Corriere dello Sport
di Guido D'Ubaldo
ROMA
La Roma si allontana da Tor di Valle e corre verso il mare. Ieri c'è stato un nuovo incontro tra il sindaco di Fiumicino, Esterino Montino e una delegazione della Roma guidata dal vicepresidente Mauro Baldissoni, accompagnato da alcuni tecnici. Il vertice si è svolto nella sede comunale di via Portuense, è durato poco più di un'ora e ha visto la presenza anche del vicesindaco con delega all'Urbanistica, Ezio di Genesio Pagliuca, e di tecnici comunali.

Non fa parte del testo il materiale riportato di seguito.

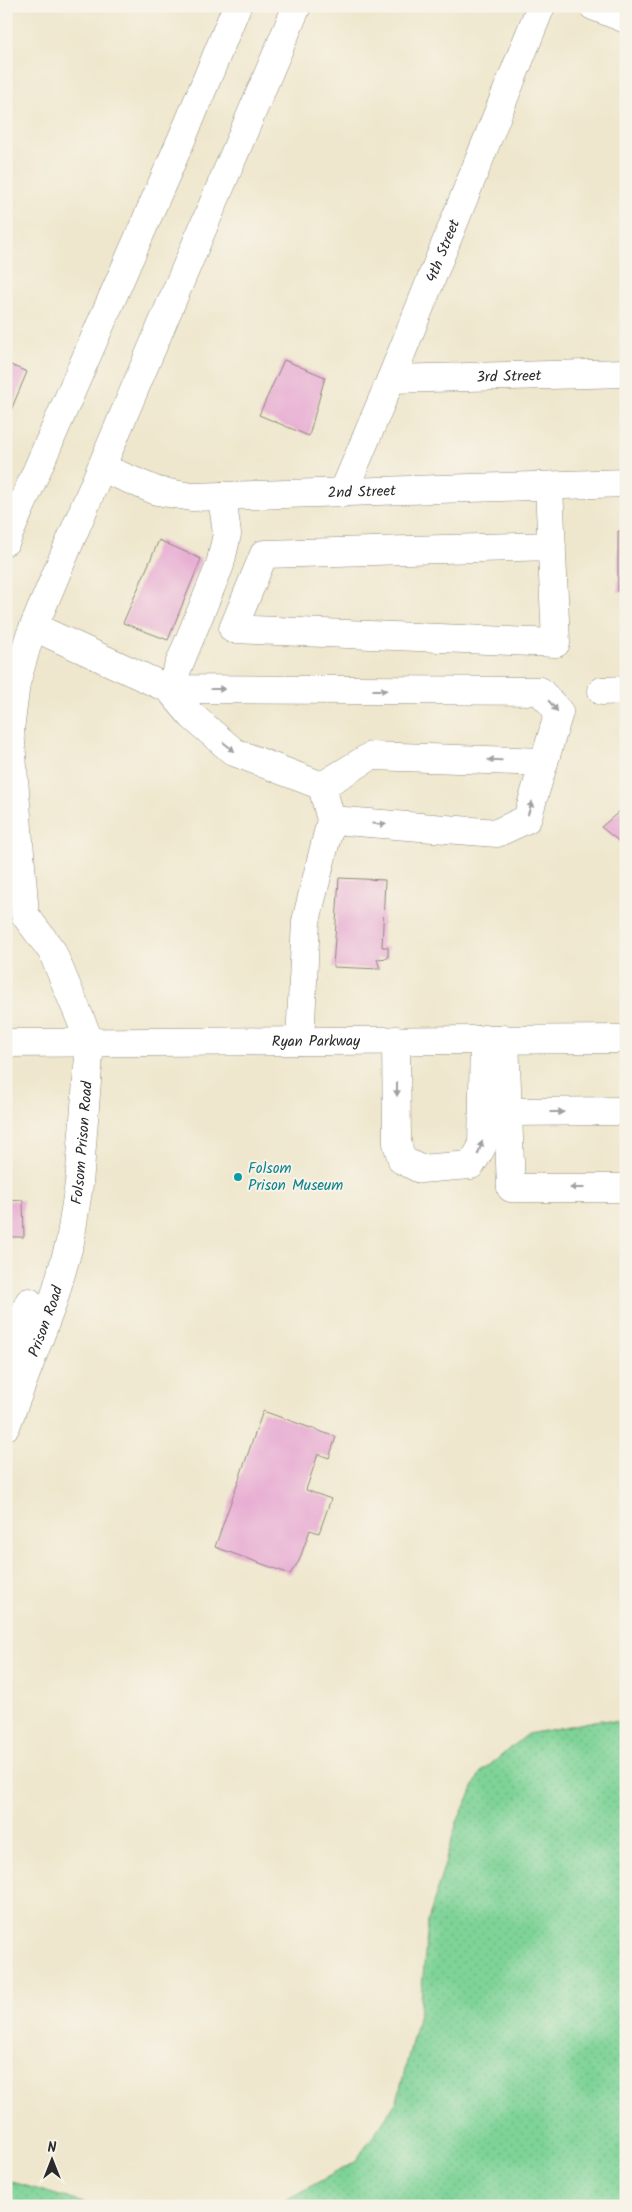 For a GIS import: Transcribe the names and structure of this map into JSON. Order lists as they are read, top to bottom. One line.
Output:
{"streets":{"street":["4th Street","3rd Street","2nd Street","Ryan Parkway","Folsom Prison Road","Prison Road"]},"crossings":[["4th Street","3rd Street"],["4th Street","2nd Street"],["Ryan Parkway","Folsom Prison Road"],["Folsom Prison Road","Prison Road"]],"places":["Folsom Prison Museum"],"north":"top"} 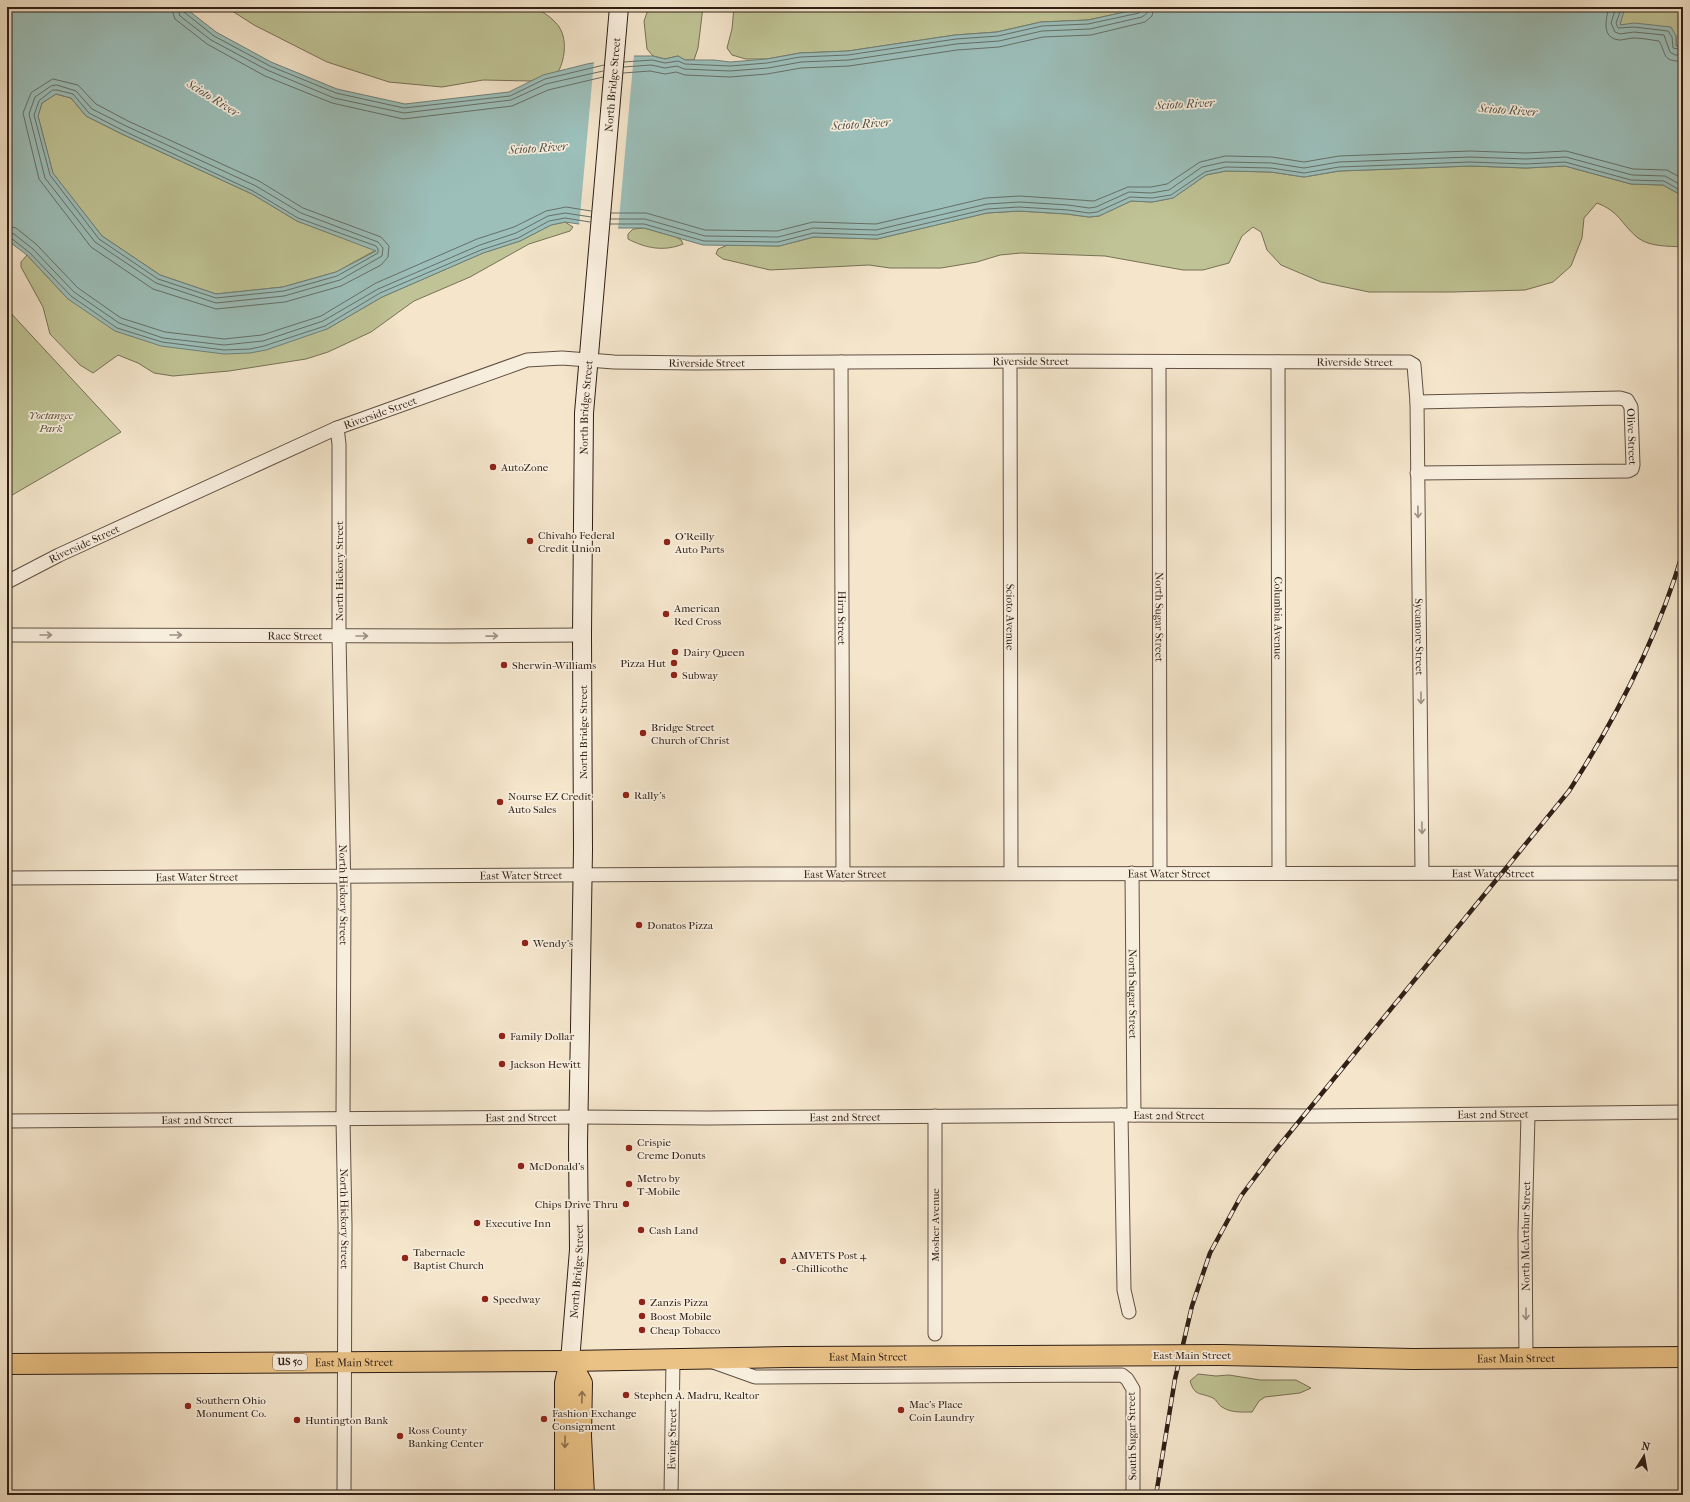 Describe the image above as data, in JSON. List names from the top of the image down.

Questo quarto incontro tra le parti era in agenda dopo aver messo in cantiere una serie di approfondimenti e di verifiche, fatte fare dalla Roma da tecnici specializzati sull'area interessata.
Nel pomeriggio abbiamo raggiunto telefonicamente Esterino Montino, che ha confermato la propria disponibilità a costruire lo stadio sui terreni della città dell'aeroporto.

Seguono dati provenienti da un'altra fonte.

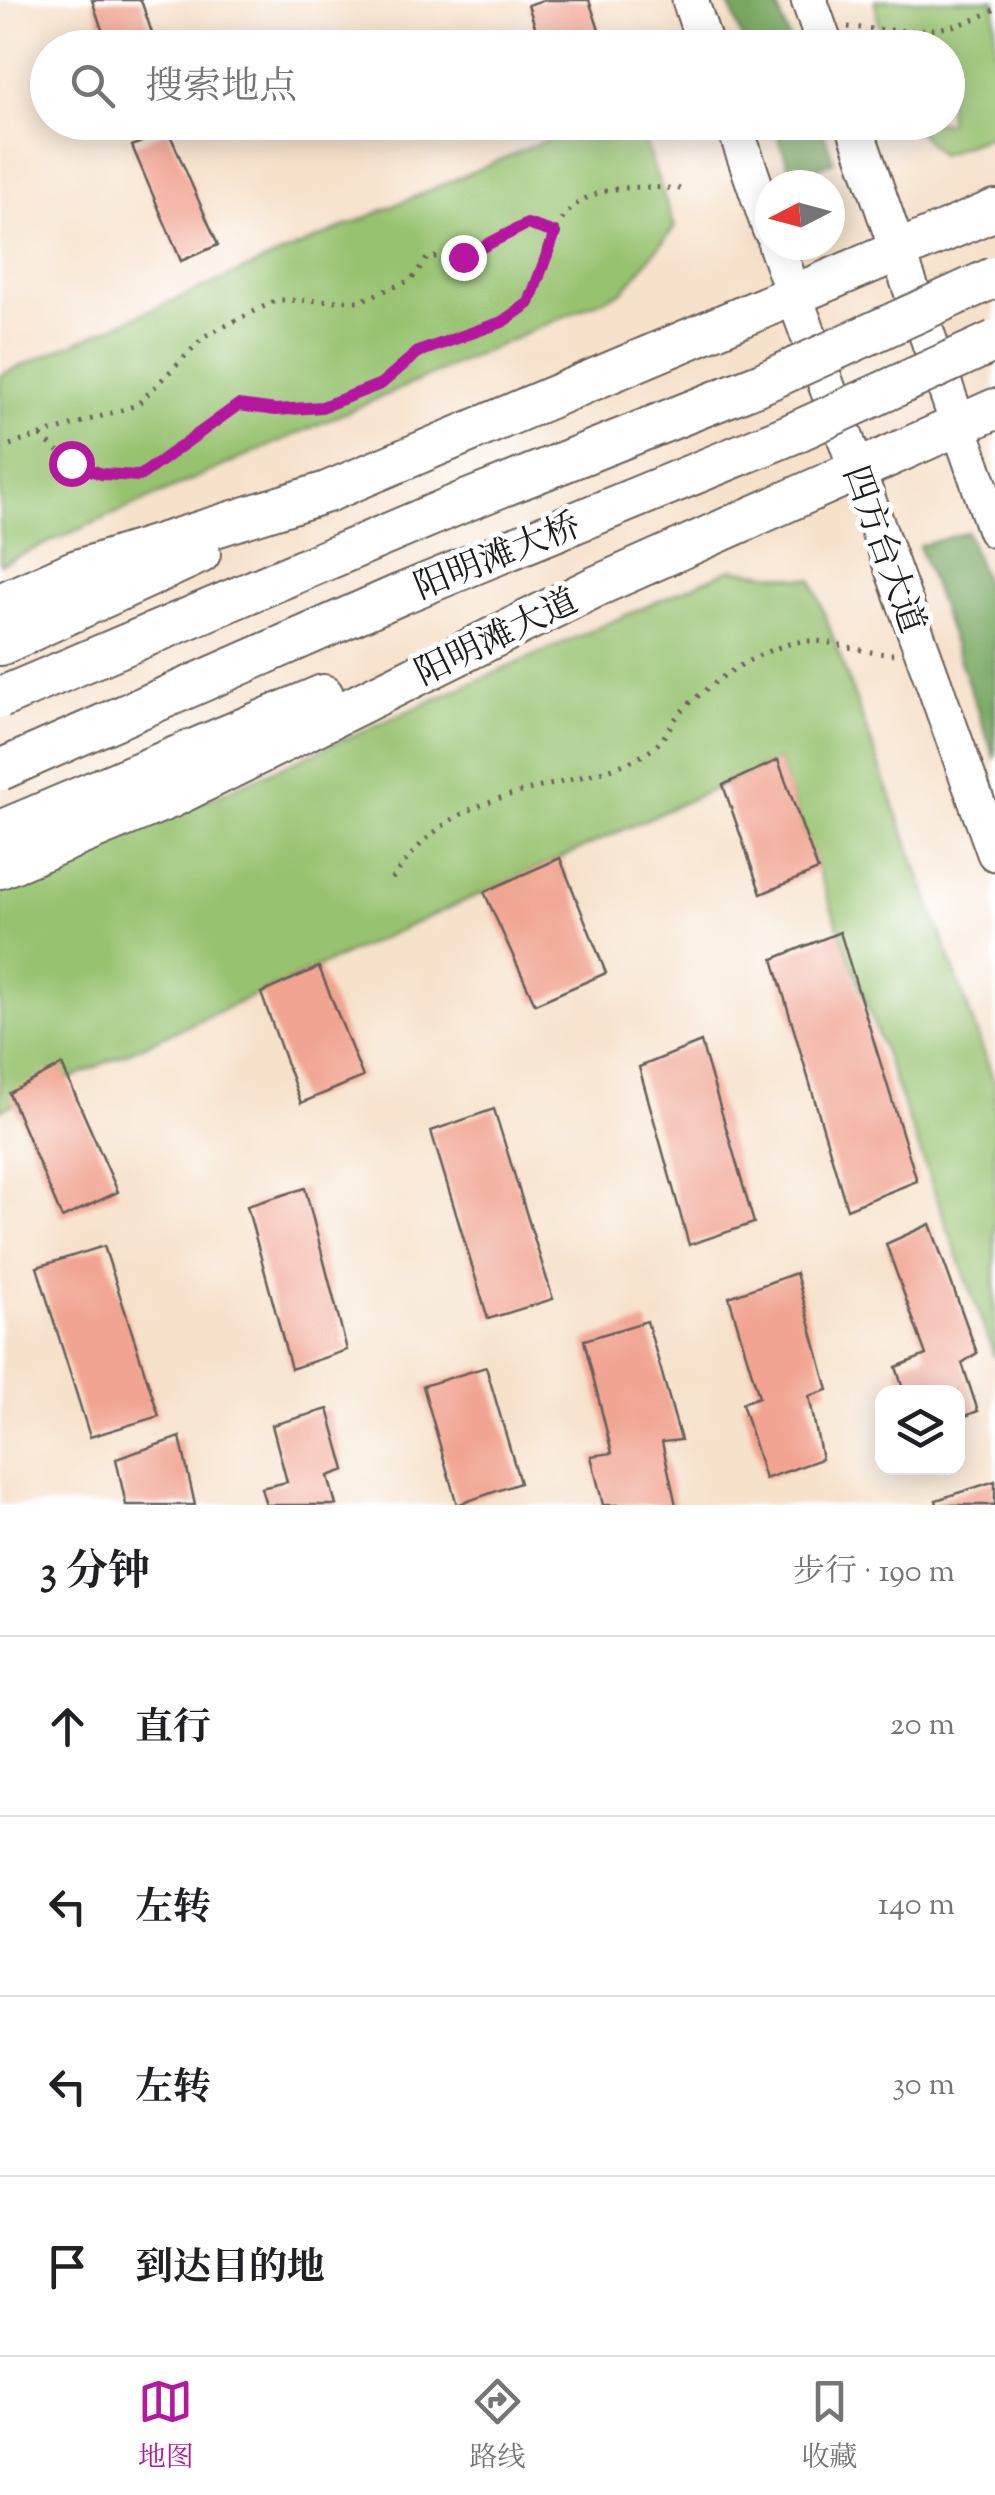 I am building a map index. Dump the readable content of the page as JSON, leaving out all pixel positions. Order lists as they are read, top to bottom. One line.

Sindaco, ci sono stati passi avanti?
«Abbiamo fatto un'ulteriore verifica e approfondimento tecnico sulla fattibilità e soprattutto sui tempi necessari, una volta che la Roma dovesse decidere di abbandonare il progetto di Tor di Valle e puntare su Fiumicino. Una volta deciso questo saranno prese in considerazione le procedure che abbiamo esposto. Arrivati a questo punto la Roma vuole capire che tempi ci sono. Quindi abbiamo fatto una disamina nel dettaglio. Da parte della società giallorossa l'interesse c'è ed è concreto. E' chiaro che non vogliono più perdere tempo».
Ecco, i tempi. Quanto ci vuole per ricominciare da zero?
«Guardi, per noi, tenuto conto della Dia e altri passaggi burocratici, per partire con i cantieri ci vorranno sui 18 mesi e mi tengo largo. Dal momento che si parte e si sciolgono le riserve iniziali tutti i passaggi saranno snelli. Non ci sono da fare varianti sostanziali, la parte archeologica è già stata indagata. Sul piano idreologico è una delle aree fatte salve dai decreti, avere la convenzione edilizia già firmata facilita molto sotto l'aspetto urbanistico. Rimangono da fare 25.000 metri quadri di parcheggi o infrastrutture di quella natura. C'è poi la valutazione dell'impatto ambientale che spetta alla Regione, per questo mi tengo largo. Per quanto riguarda noi, potrebbe essere anche questione di mesi. Dal punto di vista della viabilità c'è il vantaggio di avere due autostrade, la Roma-Fiumicino e la Roma-Civitavecchia. Poi c'è la Portuense».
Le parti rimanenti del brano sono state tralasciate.